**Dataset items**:
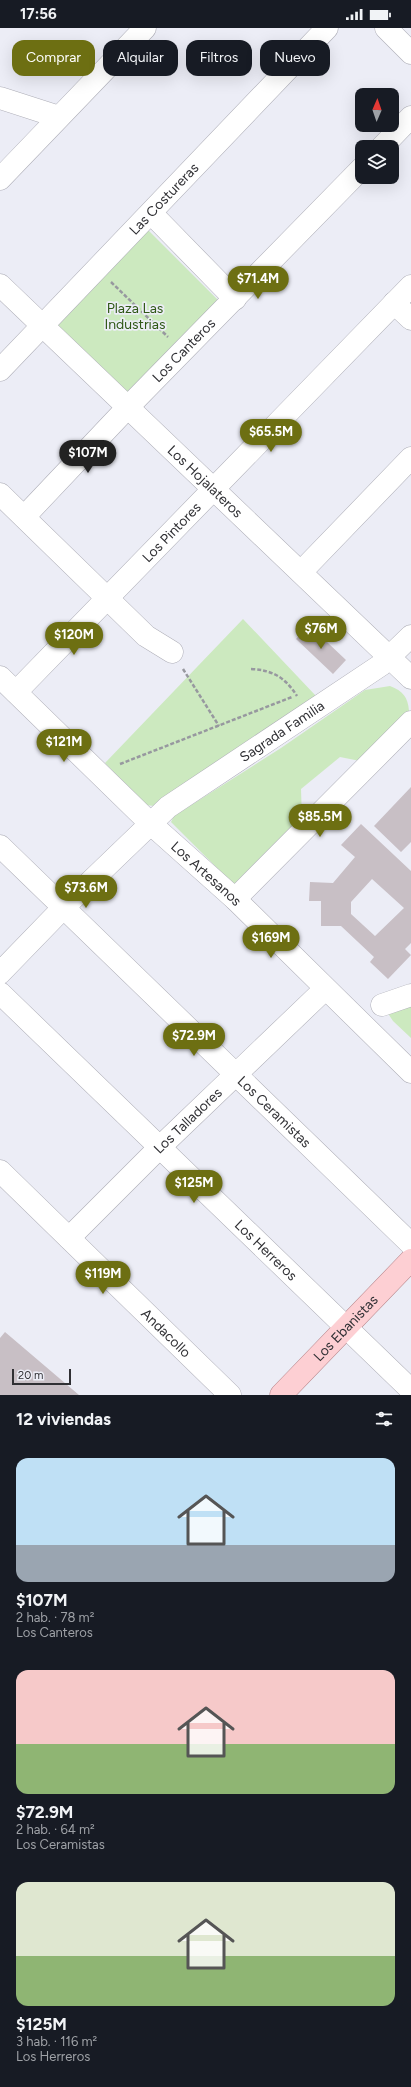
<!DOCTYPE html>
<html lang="es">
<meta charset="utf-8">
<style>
body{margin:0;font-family:Figtree,sans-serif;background:#20242c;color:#f1f3f6;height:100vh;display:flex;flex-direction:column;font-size:15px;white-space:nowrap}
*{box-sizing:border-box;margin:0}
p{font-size:13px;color:#9ea1a6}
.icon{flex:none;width:22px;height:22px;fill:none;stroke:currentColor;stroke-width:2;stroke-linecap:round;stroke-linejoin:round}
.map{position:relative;height:1367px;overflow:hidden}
.sheet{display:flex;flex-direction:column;background:#171b24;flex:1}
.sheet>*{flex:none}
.banner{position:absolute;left:12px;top:12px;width:387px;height:36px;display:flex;gap:8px}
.needle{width:26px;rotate:2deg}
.tools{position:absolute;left:355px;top:60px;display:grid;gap:8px}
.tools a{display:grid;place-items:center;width:44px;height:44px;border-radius:8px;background:#171b24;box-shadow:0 4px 16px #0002;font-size:20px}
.scale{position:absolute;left:12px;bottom:10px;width:59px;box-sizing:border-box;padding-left:4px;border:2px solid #303034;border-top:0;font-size:11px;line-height:14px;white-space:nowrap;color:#303034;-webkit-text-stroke:3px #ecedf6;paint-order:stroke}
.price{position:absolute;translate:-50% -34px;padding:0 9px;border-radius:14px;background:#6d6f12;color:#fff;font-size:13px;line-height:26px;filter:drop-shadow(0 1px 2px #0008)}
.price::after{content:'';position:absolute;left:50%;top:24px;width:12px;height:9px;margin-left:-6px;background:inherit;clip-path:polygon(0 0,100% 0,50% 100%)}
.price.on{background:#222;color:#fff}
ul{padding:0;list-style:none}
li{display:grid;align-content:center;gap:8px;height:212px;padding:0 16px}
li span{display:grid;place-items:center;height:124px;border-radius:12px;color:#555}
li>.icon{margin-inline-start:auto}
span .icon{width:72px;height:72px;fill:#fffc;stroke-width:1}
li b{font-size:17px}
h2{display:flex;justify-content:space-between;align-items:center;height:48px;padding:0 16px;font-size:17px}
.tag{padding:0 14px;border-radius:12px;background:#171b24;box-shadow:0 4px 16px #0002;font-size:14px;line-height:36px}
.tag.on{background:#6d6f12;color:#fff}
.status{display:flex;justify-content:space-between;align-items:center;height:28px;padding:0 20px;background:#171b24;direction:ltr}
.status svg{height:11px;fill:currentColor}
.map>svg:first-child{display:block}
</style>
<div class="status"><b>17:56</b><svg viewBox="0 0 49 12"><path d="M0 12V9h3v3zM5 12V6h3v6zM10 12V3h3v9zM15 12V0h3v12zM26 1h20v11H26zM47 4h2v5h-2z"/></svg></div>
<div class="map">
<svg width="411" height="1367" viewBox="0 0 411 1367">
<rect width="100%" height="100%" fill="#ecedf6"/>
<path fill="#cce9bf" d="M146 200 221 275 128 369 52 297Z
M243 591 316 668 154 778 146 777 105 735Z
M390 658C403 663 408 669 409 683L360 733 340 729 301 761 302 792 236 859 171 794 174 788 281 720 365 662Z
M411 975V1010L393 993 389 987 390 981Z"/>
<path fill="#c8bfc5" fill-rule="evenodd" d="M309 597 346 632 333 646 296 611Z
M411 759V814L401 824 374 798Z
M361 796 411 843V915L405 921 411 927 388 951 370 934 374 929 341 898H321V873H309L310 854 333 855 355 829 341 817ZM372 851 404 880 375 908 351 886V874Z
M5 1304 79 1367H0V1310Z"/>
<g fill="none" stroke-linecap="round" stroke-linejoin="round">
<defs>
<g id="minor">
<path d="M386 0 411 25"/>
<path d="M0 70 59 89"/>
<path d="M382 119 411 89"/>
<path d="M0 151 145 0"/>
<path d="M151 185 235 271"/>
<path id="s1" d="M0 257 411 650"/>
<path d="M394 275 411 291"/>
<path id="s2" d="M0 342 327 0"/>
<path d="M0 466 146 608 172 624"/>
<path id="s3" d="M24 489 128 379 362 140"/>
<path d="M301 544 411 430"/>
<path id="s4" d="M0 649 151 796 235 871 411 1044"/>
<path id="s5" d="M16 664 411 258"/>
<path id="s6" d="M0 818 411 1216"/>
<path d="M235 871 411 694"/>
<path id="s7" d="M0 945 64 879 168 779 381 637 411 608"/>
<path id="s8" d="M0 965 411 1362"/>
<path d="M382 977 411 967"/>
<path id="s9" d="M0 1143 230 1367"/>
<path id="s10" d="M69 1210 160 1119 325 961"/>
</g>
<g id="major">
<path id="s11" d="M281 1367 411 1232"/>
</g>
</defs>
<use href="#minor" stroke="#aeaeb7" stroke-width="23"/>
<use href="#major" stroke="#b58388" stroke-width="23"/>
<path stroke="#97989f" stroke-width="2.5" stroke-dasharray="4 2" stroke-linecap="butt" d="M111 254 168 309
M183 641 219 698
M251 641C272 642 285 649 297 668
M120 736 292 669"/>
<use href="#minor" stroke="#fff" stroke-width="22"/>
<use href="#major" stroke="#fdcfd3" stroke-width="22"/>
</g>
<g text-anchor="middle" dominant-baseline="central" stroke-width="3.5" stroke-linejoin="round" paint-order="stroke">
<g font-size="14" fill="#303034" stroke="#ecedf6">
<text stroke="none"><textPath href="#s2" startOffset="237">Las Costureras</textPath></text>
<text stroke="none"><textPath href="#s3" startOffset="231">Los Canteros</textPath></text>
<text stroke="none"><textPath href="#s1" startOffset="284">Los Hojalateros</textPath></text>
<text stroke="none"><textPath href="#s5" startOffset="223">Los Pintores</textPath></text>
<text stroke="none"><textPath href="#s7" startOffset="373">Sagrada Familia</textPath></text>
<text stroke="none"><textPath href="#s4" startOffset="285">Los Artesanos</textPath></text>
<text stroke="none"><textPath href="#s6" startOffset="382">Los Ceramistas</textPath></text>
<text stroke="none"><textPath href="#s10" startOffset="167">Los Talladores</textPath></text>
<text stroke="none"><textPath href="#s8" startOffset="370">Los Herreros</textPath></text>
<text stroke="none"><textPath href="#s11" startOffset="93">Los Ebanistas</textPath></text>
<text stroke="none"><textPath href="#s9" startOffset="232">Andacollo</textPath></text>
</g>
<g font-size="14" fill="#2f5816" stroke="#ecedf6">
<text x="135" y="280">Plaza Las<tspan x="135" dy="16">Industrias</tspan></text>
</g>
</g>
</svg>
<div class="tools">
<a><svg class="needle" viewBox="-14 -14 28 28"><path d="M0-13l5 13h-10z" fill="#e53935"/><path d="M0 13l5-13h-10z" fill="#9ea1a6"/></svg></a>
<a><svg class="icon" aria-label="layers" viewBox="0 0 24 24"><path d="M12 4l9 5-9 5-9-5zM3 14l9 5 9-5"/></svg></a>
</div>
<div class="scale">20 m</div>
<b class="price" style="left:258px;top:272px">$71.4M</b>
<b class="price" style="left:271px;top:425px">$65.5M</b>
<b class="price on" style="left:88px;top:446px">$107M</b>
<b class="price" style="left:321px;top:622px">$76M</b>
<b class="price" style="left:74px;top:628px">$120M</b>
<b class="price" style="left:64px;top:735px">$121M</b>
<b class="price" style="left:320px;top:810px">$85.5M</b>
<b class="price" style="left:86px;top:881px">$73.6M</b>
<b class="price" style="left:271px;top:931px">$169M</b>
<b class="price" style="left:194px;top:1029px">$72.9M</b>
<b class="price" style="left:194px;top:1176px">$125M</b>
<b class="price" style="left:103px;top:1267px">$119M</b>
<div class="banner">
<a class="tag on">Comprar</a>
<a class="tag">Alquilar</a>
<a class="tag">Filtros</a>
<a class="tag">Nuevo</a>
</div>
</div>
<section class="sheet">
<h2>12 viviendas<svg class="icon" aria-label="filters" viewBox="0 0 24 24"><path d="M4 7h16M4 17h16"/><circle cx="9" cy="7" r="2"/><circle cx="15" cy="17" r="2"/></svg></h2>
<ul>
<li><span style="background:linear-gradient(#bfe0f5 70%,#9aa5b1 0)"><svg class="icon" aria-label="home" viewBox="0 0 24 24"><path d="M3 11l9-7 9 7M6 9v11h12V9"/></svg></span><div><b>$107M</b><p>2 hab. · 78 m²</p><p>Los Canteros</p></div></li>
<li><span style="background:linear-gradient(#f6c9c9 60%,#8fb573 0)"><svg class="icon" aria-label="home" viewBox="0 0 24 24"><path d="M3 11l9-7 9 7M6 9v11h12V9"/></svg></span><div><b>$72.9M</b><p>2 hab. · 64 m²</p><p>Los Ceramistas</p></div></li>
<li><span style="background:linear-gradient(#dfe7d0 60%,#8fb573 0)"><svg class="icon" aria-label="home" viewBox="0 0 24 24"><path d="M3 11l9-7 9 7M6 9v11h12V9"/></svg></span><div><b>$125M</b><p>3 hab. · 116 m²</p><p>Los Herreros</p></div></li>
</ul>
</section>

**Task goal**:
The expected output is every line of the records in which the string "tools" appears.

**Solution**:
.tools{position:absolute;left:355px;top:60px;display:grid;gap:8px}
.tools a{display:grid;place-items:center;width:44px;height:44px;border-radius:8px;background:#171b24;box-shadow:0 4px 16px #0002;font-size:20px}
<div class="tools">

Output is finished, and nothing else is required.